In August 1591, Bruno accepted an invitation to live in Venice, one of the most liberal Italian states at the time. Presumably, the scholar hoped to secure the vacant chair of mathematics at the University of Padua. This mission failed. The chair went to his famous contemporary Galileo Galilei, who was also persecuted by the Church.

Court case
In 1592 Bruno was arrested by the Inquisition in Venice for allegedly heretical statements. Rome then demanded his extradition. On January 27, 1593, a process began there that would last no less than seven years. During his interrogations, Giordano Bruno insisted that his scientific positions did not contradict the teachings of the Church as far as he was concerned. He further emphasized that he was mainly interested in philosophical matters and much less in theological matters. His interrogators were not satisfied with that. The Church demanded that Bruno completely distance himself from his earlier statements. Among other things, people fell for his statements about the universe, Christ, the Last Judgment and the soul.However, the scholar refused to distance himself from his statements and made it known that as far as he was concerned there was absolutely nothing to deny. Pope Clement VIII officially declared Giordano Bruno a heretic and ordered that he be put to death. When the death sentence was read to him on February 8, 1600, he is said to have responded as follows:
“Perhaps your fear of passing this sentence is greater than mine of hearing it.”
On February 17, he was transferred to the Campo de’ Fiori and burned alive upside down. Exactly why the Church condemned the scholar as a heretic cannot be ascertained, because his file is missing from the archives. A statue has stood on the spot where Bruno died since 1889. Every year on the day of his death, scientists gather here to plead for the scientist’s reparation. A crater on the moon is named after Giordano Bruno.
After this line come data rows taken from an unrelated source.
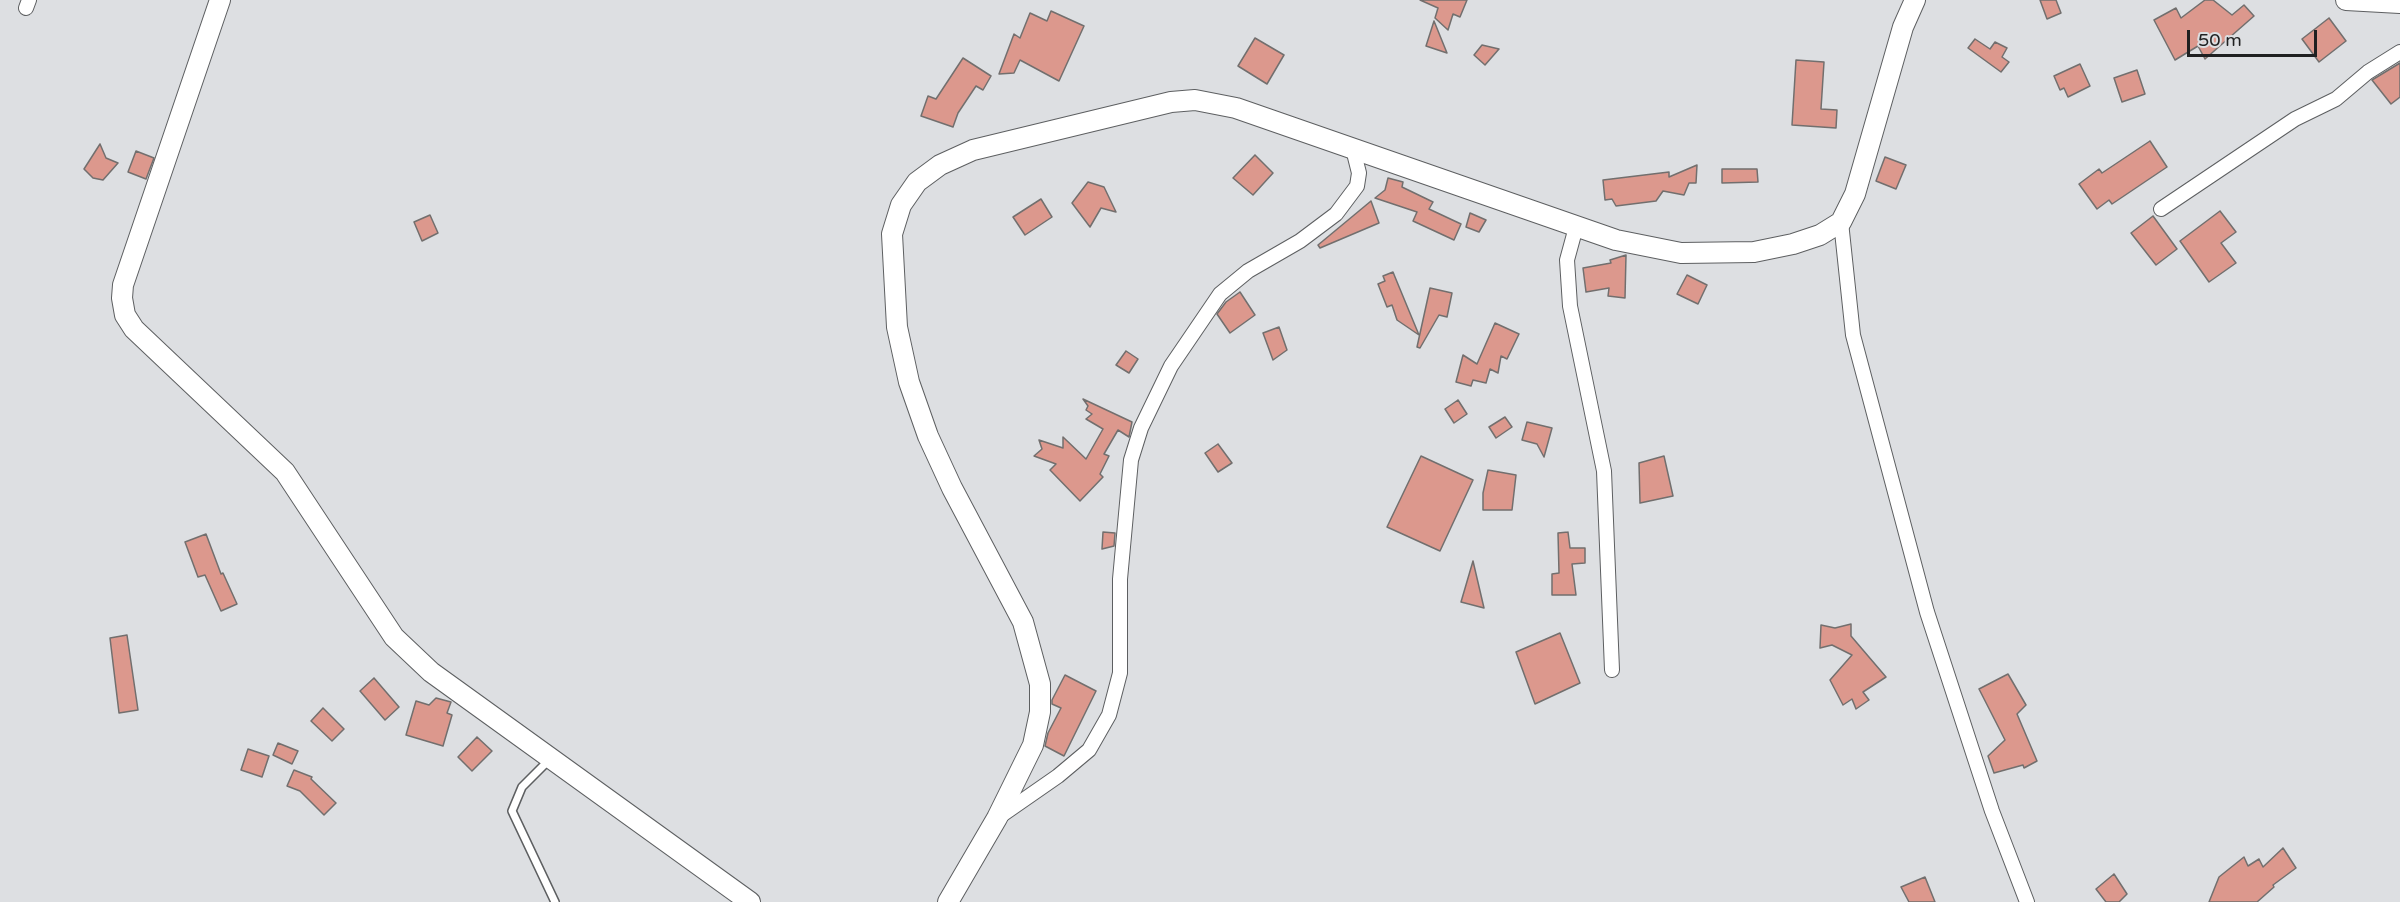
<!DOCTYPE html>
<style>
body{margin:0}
#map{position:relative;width:2400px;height:902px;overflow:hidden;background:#dddfe2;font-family:"Varela Round",sans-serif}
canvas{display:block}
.scale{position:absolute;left:2187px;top:30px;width:130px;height:27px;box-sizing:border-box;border:3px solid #1f2021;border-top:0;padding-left:8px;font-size:18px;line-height:21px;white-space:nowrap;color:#1f2021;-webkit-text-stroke:4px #dddfe2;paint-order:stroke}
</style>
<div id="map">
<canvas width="2400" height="902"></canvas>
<div class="scale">50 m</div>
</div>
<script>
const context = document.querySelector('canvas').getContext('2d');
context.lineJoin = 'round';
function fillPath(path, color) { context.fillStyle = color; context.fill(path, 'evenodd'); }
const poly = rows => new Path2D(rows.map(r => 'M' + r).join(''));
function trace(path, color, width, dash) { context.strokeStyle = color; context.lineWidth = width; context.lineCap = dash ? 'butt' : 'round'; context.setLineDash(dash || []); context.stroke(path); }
const building = poly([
 [1420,0,1467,0,1460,17,1453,14,1448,30,1435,18,1438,8,1420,0],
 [2040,0,2056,0,2061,13,2047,19,2040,0],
 [2205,0,2213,0,2232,15,2244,5,2254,16,2205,59,2198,46,2175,60,2154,20,2176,8,2181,18,2205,0],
 [1051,11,1084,26,1059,81,1020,60,1014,73,999,74,1014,34,1020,38,1030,13,1047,21,1051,11],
 [2329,18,2346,41,2319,62,2302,39,2329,18],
 [1434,21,1447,53,1426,46,1434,21],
 [1255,38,1284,55,1267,84,1238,66,1255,38],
 [1975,39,1990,49,1995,42,2007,48,2002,57,2009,62,2001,72,1968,48,1975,39],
 [1482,45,1499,49,1485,65,1474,55,1482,45],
 [963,58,991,76,983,90,976,86,958,113,953,127,921,116,928,96,936,99,963,58],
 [1796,60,1824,62,1821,109,1837,110,1836,128,1792,125,1796,60],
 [2400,63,2400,97,2391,104,2372,80,2400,63],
 [2080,64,2090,86,2068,97,2064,88,2060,90,2054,76,2080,64],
 [2137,70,2145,94,2122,102,2114,78,2137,70],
 [2150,141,2167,167,2112,204,2109,200,2097,209,2079,184,2099,169,2102,173,2150,141],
 [100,144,106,158,118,163,103,180,93,178,84,169,100,144],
 [136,151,154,158,146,179,128,172,136,151],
 [1255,155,1273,173,1253,195,1233,178,1255,155],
 [1885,157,1906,165,1896,189,1876,181,1885,157],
 [1697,165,1696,183,1689,183,1684,195,1663,191,1656,201,1616,206,1612,199,1605,200,1603,180,1669,172,1669,177,1697,165],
 [1722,169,1757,169,1758,182,1722,183,1722,169],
 [1388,178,1403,182,1402,187,1433,202,1429,209,1461,224,1454,240,1413,221,1417,212,1375,198,1385,190,1388,178],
 [1088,182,1104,187,1116,212,1101,208,1090,227,1072,203,1088,182],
 [1041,199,1052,217,1025,235,1013,217,1041,199],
 [1371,201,1379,223,1320,248,1318,245,1371,201],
 [2220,211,2236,232,2221,243,2236,263,2209,282,2180,241,2220,211],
 [1470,213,1486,220,1479,232,1466,227,1470,213],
 [430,215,438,233,422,241,414,222,430,215],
 [2153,216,2177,249,2156,265,2131,233,2153,216],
 [1626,255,1625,298,1608,296,1609,288,1586,292,1583,268,1611,263,1610,260,1626,255],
 [1393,272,1395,277,1419,335,1397,320,1392,305,1387,307,1378,284,1385,281,1383,276,1393,272],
 [1687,275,1707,285,1698,304,1677,294,1687,275],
 [1430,288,1452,293,1447,317,1439,315,1420,348,1417,347,1430,288],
 [1240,292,1255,315,1230,333,1217,314,1226,302,1240,292],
 [1495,323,1519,334,1507,359,1501,356,1498,373,1490,369,1486,383,1473,380,1471,386,1456,382,1463,355,1477,364,1495,323],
 [1279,327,1287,350,1273,360,1263,333,1279,327],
 [1126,351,1138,359,1129,373,1116,365,1126,351],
 [1083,399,1132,422,1129,437,1118,430,1104,454,1109,456,1100,474,1103,477,1080,501,1050,470,1056,464,1034,456,1042,449,1039,440,1063,448,1063,437,1086,459,1103,429,1086,419,1092,414,1086,410,1088,406,1083,399],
 [1458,400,1467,414,1454,423,1445,409,1458,400],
 [1505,417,1512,427,1496,438,1489,427,1505,417],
 [1527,422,1552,428,1544,457,1537,444,1522,440,1527,422],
 [1218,444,1232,463,1218,472,1205,453,1218,444],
 [1421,456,1473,480,1440,551,1387,527,1421,456],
 [1664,456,1673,496,1640,503,1639,463,1664,456],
 [1488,470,1516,475,1512,510,1483,510,1483,493,1488,470],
 [1103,532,1115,533,1114,546,1102,549,1103,532],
 [1568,532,1570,548,1585,548,1585,563,1572,564,1576,595,1552,595,1552,574,1559,573,1558,533,1568,532],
 [206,534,221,574,223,573,237,604,221,611,205,575,198,577,185,542,206,534],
 [1473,561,1484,608,1461,602,1473,561],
 [1851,624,1851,636,1886,677,1863,692,1869,700,1856,709,1852,699,1843,705,1830,680,1852,655,1832,645,1820,648,1821,625,1835,628,1851,624],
 [1560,633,1580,683,1535,704,1516,652,1560,633],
 [127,635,138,710,119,713,110,638,127,635],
 [2008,674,2026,705,2017,714,2037,761,2024,768,2023,765,1994,773,1988,756,2005,740,1979,689,2008,674],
 [1065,675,1096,691,1064,756,1045,746,1048,733,1061,708,1052,704,1052,700,1065,675],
 [374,678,399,707,385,720,360,691,374,678],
 [436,698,451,702,447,713,452,715,443,746,406,735,416,701,429,705,436,698],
 [323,708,344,729,332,741,311,721,323,708],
 [477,737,492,751,472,771,458,757,477,737],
 [278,743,298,751,292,764,273,755,278,743],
 [248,749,269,756,262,777,241,770,248,749],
 [294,770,312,777,311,779,336,803,324,815,300,791,287,786,294,770],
 [2283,848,2296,868,2273,885,2274,887,2257,902,2209,902,2219,877,2244,857,2248,866,2259,859,2263,867,2283,848],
 [2114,874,2127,894,2119,902,2106,902,2096,889,2114,874],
 [1925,877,1935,902,1909,902,1901,887,1925,877]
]);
const lane = poly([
 [549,760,522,787,512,811,555,902]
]);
const street = poly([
 [26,8,29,0],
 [2161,209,2295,119,2336,99,2368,72,2400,52],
 [1841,222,1853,335,1927,612,1992,811,2027,902],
 [1576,227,1567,260,1570,306,1604,471,1612,670],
 [999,817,1058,776,1089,750,1109,715,1120,673,1120,579,1131,460,1141,428,1171,366,1220,294,1248,271,1300,241,1336,214,1357,186,1359,173,1353,149]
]);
const secondary = poly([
 [220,0,123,285,122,298,125,315,134,329,285,472,394,637,431,672,750,902],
 [2346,0,2400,3],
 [948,902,997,818,1033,745,1040,712,1040,684,1023,622,952,488,928,436,909,382,897,327,892,234,901,205,917,182,940,165,973,150,1171,102,1195,100,1236,108,1616,240,1681,253,1754,252,1793,244,1820,235,1841,222,1855,194,1903,27,1915,0]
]);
fillPath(building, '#dc988d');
trace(building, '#726f6e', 1.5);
trace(lane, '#5d5f61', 10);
trace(street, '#5d5f61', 16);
trace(secondary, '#5d5f61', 22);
trace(lane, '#fff', 7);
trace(street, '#fff', 14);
trace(secondary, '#fff', 20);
</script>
Some quotes from Giordano Bruno:
“Truth does not change because it is, or is not, believed by a majority of the people.”
“It is proof of a base and low mind for one to wish to think with the masses or majority, merely because the majority is the majority. Truth does not change because it is, or is not, believed by a majority of the people.”
“They dispute not in order to find or even to seek Truth, but for victory, and to appear the more learned and strenuous upholders of a contrary opinion. Such persons should be avoided by all who have not a good breastplate of patience.”
“If the butterfly wings its way to the sweet light that attracts it, it’s only becasue it doesn’t know that the fire can consume it.”
“Unless you make yourself equal to God, you cannot understand God: for the like is not intelligible save to the like. Make yourself grow to a greatness beyond measure, by a bound free yourself from the body; raise yourself above all time, become Eternity; then you will understand God. Believe that nothing is impossible for you, think yourself immortal and capable of understanding all, all arts, all sciences, the nature of every living being. Mount higher than the highest height; descend lower than the lowest depth. Draw into yourself all sensations of everything created, fire and water, dry and moist, imagining that you are everywhere, on earth, in the sea, in the sky, that you are not yet born, in the maternal womb, adolescent, old, dead, beyond death. If you embrace in your thought all things at once, times, places, substances, qualities, quantities, you may understand God.”